Pkg.jl: Project.jl as an extension to Projec.toml

Created on 19 May 2020 · 12Comments · Source: JuliaLang/Pkg.jl

It would be nice if we can have a Project.jl as an extension to Project.toml in our root directory to perform custom things that are not covered in Project.toml.

Pkg.instantiate() should run this file after it processes Project.toml.

Some use cases:

Interactive experience

function prompt(message::String="")::String
   print(message)
   return chomp(readline())
end

use_newfeature  = prompt("Do you want to use the new feature of this package? (Y, N)")
# do some stuff with use_newfeature  

backend_lib = prompt("Which XML library do you want to use as the backend?")
# do some stuff with backend_lib

Dependency based on the VERSION or OS

using Pkg
@static if VERSION > v"1.3"
    Pkg.add("AcuteML")
else
    Pkg.add(PackageSpec(url="https://github.com/aminya/AcuteML.jl", version=v"0.5"))
end

Unregistered packages

I might want to add a dependency that is not registered yet. I can simply do it in the Project.jl file.

using Pkg
Pkg.add(PackageSpec(url="https://github.com/aminya/AcuteML.jl", rev="master"))

Adding compat methods based on the VERSION or OS

@static if VERSION < v"1.3"
    Base.write("src/compat.jl","""
        static_hasmethod(args...) = hasmethod(args...)
    """)
    # inside the package, one can use `@static isfile("compat.jl")`
else
    Pkg.add("Tricks") # some package with compat `julia = 1.3`
end

Custom script after installation

include("src/build.jl")
include("src/postinstallation.jl")

Run the tests after installation

using Pkg
Pkg.test()

and many other examples.

This is similar to deps/build.jl, but being in the root, separates the Pkg and init stuff from building.

Source

aminya

👎3

Most helpful comment

@DilumAluthge: I think it would be cool for us to eventually completely remove deps/build.jl.

Yes, that would be great. Not sure if we'll ever be able to fully get there, but we want to at least eliminate as much non-declarative package setup as possible.

@aminya: I don't understand why Julia is different here...

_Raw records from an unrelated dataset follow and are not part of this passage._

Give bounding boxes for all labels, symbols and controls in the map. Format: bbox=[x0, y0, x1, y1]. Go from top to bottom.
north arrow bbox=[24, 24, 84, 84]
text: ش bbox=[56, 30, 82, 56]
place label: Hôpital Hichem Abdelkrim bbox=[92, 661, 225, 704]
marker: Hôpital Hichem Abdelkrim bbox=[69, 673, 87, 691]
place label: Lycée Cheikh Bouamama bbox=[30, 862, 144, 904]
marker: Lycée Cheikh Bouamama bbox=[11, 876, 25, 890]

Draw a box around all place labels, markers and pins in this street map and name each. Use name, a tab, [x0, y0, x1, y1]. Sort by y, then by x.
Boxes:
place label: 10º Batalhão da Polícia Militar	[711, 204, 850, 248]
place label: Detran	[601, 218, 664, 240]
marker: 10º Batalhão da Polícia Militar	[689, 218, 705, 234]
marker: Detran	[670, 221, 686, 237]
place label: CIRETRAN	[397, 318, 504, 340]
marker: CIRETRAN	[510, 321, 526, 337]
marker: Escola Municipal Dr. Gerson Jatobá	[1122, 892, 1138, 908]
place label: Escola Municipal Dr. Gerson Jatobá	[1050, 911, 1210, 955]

Allowing people to run arbitrary code when installing, configuring or setting up packages is certainly the easiest thing to do form a design perspective and it's very seductive. I suspect that's why so many systems do it—it's easy and maximally flexible.

But it really ruins reproducibility, predictability and portability. If you run arbitrary code that can look at anything on the system it's running on when configuring or installing a package, then how to even install a project implicitly depends on all of the global mutable state of the environment it happens to be running on. If arbitrary code can be run to determine the dependencies of a package, then it's not even possible to definitively say what a package's dependencies are 🙀

Most of Pkg work in 1.0 and since has been in the exact opposite direction of this: we're trying to make as much of package installation and setup declarative and immutable. This proposal does the opposite and thus is antithetical to the philosophy of Pkg.

StefanKarpinski on 22 May 2020

👍3

All 12 comments

This reminds me of installing Python packages. When you install a python package, it can run basically any code it wants. This makes installing Python packages a nightmare.

Personally I do not like the idea of running arbitrary code when I instantiate a project.

DilumAluthge on 19 May 2020

👍1

This reminds me of installing Python packages. When you install a python package, it can run basically any code it wants. This makes installing Python packages a nightmare.
Personally I do not like the idea of running arbitrary code when I instantiate a project.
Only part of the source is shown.